(Stored data)

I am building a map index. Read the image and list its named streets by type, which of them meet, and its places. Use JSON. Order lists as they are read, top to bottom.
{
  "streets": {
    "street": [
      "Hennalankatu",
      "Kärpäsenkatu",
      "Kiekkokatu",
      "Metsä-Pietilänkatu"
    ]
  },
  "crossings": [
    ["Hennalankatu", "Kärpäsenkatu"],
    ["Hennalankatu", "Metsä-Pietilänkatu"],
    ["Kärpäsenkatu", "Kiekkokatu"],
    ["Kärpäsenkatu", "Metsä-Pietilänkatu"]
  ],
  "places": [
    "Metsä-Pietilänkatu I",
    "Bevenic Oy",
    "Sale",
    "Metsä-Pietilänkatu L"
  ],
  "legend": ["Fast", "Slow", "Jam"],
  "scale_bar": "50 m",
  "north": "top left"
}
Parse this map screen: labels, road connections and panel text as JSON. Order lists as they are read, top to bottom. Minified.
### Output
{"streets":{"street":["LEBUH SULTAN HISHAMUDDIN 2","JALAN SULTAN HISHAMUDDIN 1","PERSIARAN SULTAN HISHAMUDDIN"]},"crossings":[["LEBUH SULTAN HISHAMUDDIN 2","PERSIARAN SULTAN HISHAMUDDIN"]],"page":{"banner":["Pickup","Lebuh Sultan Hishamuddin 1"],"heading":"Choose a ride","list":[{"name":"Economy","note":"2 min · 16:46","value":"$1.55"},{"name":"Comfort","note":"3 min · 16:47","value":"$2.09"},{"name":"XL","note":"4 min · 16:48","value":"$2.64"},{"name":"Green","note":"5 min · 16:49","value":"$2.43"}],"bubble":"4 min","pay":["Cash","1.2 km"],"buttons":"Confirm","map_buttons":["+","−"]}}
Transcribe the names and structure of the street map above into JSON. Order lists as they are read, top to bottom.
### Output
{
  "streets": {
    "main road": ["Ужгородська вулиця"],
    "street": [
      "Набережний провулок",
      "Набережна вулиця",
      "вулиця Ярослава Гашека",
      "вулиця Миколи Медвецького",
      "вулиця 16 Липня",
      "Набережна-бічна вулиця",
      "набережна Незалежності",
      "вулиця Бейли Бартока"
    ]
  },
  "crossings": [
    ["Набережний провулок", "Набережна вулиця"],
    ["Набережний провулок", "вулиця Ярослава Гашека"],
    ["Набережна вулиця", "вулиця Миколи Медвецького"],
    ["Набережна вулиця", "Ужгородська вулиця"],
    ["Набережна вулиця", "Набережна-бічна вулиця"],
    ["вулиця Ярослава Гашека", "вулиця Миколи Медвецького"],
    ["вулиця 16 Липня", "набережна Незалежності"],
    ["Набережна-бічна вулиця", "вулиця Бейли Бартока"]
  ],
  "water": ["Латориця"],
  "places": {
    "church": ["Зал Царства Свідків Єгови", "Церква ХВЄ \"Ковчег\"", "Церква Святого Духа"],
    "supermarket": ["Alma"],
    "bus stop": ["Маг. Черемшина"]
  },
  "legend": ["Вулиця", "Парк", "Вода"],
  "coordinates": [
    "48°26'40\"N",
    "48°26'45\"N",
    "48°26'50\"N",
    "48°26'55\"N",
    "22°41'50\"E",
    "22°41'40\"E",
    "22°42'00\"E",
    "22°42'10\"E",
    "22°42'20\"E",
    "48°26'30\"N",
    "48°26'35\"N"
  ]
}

WORK TASK: Those lines above that contain the string "Медвецького" should be returned.

TASK OUTPUT:
      "вулиця Миколи Медвецького",
    ["Набережна вулиця", "вулиця Миколи Медвецького"],
    ["вулиця Ярослава Гашека", "вулиця Миколи Медвецького"],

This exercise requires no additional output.